Великий князь обвинил их в том, что они, находясь в Литве в качестве послов, высокоумничали, делали не так, как им было велено, пили вино небережно. Оттого поруху[19] и бесчестие ему учинили. Первоначально эти обвинения показались Василию смехотворными. Вино пили небережно? Так ведь кто его не пьёт по молодости лет? Неужто за это казнить нужно? Государю бесчестие учинили? Почему же им сразу не сказали об этом? Пять лет минуло с той поры, как они в Литве были. За это время государь не раз поощрял их.
Но чем больше размышлял он о делах минувших, тем всё отчётливее понимал: да, вина была, и немалая, причём провинность их стала очевидна лишь со временем.

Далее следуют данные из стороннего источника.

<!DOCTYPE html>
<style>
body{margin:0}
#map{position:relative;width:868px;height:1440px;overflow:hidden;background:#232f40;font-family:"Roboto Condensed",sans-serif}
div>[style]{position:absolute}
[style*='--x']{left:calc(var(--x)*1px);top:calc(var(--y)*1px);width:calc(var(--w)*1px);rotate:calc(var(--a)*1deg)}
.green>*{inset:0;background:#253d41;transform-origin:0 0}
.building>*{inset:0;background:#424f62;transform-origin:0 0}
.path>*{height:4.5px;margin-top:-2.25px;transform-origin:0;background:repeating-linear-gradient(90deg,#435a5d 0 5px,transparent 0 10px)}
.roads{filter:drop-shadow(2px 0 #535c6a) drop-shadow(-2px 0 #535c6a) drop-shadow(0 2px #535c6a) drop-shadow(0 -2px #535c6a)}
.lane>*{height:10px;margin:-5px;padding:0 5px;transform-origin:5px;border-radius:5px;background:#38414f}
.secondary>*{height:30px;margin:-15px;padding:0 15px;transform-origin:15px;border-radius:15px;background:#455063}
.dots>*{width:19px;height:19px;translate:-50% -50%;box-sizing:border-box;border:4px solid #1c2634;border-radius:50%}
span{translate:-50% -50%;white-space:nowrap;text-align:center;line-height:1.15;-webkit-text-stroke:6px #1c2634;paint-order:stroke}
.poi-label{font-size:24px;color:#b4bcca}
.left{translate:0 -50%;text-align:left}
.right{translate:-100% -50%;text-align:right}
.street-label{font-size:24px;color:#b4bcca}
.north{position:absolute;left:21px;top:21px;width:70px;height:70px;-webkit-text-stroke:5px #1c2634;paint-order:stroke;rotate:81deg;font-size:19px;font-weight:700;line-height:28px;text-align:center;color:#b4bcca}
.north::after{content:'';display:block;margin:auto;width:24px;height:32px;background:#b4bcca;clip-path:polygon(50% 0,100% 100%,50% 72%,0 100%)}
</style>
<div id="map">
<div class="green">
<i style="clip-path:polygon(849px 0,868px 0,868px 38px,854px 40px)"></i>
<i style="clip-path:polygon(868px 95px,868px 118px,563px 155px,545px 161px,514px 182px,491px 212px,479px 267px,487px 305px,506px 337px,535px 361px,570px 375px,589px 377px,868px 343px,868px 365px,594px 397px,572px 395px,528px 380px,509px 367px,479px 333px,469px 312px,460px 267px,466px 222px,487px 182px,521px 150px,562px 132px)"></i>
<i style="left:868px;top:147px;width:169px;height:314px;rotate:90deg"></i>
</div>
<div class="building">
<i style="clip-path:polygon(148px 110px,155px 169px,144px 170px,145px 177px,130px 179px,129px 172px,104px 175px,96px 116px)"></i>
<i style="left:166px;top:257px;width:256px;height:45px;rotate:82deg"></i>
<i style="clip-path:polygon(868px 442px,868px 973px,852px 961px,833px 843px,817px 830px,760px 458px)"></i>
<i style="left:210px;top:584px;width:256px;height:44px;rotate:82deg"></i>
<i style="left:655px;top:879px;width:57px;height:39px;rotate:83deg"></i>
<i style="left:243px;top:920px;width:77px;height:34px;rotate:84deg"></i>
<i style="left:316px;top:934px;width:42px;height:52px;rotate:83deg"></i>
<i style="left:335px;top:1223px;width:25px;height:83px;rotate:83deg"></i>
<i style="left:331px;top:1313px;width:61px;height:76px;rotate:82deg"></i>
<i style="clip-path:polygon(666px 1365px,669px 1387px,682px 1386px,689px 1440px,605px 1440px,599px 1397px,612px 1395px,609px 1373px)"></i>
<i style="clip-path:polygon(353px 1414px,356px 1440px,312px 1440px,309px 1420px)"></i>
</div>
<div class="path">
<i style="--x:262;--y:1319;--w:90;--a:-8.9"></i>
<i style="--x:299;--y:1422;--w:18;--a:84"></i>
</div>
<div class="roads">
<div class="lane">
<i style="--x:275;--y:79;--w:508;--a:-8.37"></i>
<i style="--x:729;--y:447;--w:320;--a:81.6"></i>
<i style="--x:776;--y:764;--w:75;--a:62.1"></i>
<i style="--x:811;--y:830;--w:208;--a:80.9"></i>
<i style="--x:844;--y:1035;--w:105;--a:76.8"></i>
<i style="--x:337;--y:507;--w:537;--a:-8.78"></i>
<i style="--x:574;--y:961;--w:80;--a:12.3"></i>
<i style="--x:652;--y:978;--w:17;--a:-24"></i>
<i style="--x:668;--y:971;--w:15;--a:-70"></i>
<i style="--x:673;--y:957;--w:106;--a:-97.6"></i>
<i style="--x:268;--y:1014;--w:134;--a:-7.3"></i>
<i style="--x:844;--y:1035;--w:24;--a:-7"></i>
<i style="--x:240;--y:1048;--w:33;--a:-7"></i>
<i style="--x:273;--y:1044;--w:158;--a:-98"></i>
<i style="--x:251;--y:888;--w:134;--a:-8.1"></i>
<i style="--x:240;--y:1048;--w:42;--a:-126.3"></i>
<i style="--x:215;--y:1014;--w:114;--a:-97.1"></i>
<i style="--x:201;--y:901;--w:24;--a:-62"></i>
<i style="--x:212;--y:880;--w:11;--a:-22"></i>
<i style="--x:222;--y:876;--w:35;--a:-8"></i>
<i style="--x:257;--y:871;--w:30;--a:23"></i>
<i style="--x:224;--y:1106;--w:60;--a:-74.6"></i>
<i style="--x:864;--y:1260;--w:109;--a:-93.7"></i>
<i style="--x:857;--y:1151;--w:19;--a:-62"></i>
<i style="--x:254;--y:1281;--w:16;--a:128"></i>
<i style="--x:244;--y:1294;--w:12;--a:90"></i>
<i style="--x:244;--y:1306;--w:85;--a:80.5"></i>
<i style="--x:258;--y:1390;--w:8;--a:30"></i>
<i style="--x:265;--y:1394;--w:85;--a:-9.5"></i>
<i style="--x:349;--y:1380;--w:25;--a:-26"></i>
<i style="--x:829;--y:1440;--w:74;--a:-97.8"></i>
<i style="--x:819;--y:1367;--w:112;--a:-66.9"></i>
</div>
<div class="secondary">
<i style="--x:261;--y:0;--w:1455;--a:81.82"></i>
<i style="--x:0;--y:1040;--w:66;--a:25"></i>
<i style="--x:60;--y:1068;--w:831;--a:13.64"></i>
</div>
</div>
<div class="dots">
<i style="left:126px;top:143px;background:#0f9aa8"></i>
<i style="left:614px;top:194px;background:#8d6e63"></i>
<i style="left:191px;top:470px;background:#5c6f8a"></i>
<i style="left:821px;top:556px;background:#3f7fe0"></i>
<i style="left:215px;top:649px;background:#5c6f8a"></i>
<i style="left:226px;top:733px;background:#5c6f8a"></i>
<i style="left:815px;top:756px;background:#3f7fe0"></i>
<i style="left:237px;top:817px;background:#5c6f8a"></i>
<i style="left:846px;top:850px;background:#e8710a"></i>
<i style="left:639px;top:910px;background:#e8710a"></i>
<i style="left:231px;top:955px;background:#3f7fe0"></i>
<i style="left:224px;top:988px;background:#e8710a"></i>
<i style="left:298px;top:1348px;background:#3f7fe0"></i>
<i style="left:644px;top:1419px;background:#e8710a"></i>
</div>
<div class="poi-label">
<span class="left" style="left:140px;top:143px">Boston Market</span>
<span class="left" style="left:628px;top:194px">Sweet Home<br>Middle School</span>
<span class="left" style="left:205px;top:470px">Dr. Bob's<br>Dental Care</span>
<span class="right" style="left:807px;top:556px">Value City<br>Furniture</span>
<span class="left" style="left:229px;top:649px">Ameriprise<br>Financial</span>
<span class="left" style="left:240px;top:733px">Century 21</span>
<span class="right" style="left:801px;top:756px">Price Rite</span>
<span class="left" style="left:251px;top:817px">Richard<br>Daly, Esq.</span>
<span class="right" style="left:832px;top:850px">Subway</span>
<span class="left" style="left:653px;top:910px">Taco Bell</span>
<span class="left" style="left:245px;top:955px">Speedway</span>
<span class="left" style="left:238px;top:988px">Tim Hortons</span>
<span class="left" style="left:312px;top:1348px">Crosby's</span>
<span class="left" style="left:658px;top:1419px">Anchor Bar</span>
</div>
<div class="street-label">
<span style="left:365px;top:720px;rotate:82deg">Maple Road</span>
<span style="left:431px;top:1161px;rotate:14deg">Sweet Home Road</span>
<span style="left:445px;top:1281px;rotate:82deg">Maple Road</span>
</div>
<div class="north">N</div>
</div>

…Отдавая свою дочь в жёны литовскому великому князю Александру, Иван Васильевич потребовал от своего будущего зятя грамоту, что он не будет принуждать Елену к латинству. Александр не хотел давать такой грамоты. К тому же его тяготил титул тестя: государь всея Руси, великий князь владимирский, московский, новгородский, псковский, тверской, югорский, болгарский и иных. Сам же он был назван в грамоте лишь великим князем литовским. После длительных споров Александр обещал дать грамоту относительно непринуждения будущей жены к перемене веры. В свою очередь Василий Патрикеев и Семён Ряполовский согласились поступиться полным именем государя, полагая, что в том особой беды нет, поскольку и раньше грамоты так подписывались.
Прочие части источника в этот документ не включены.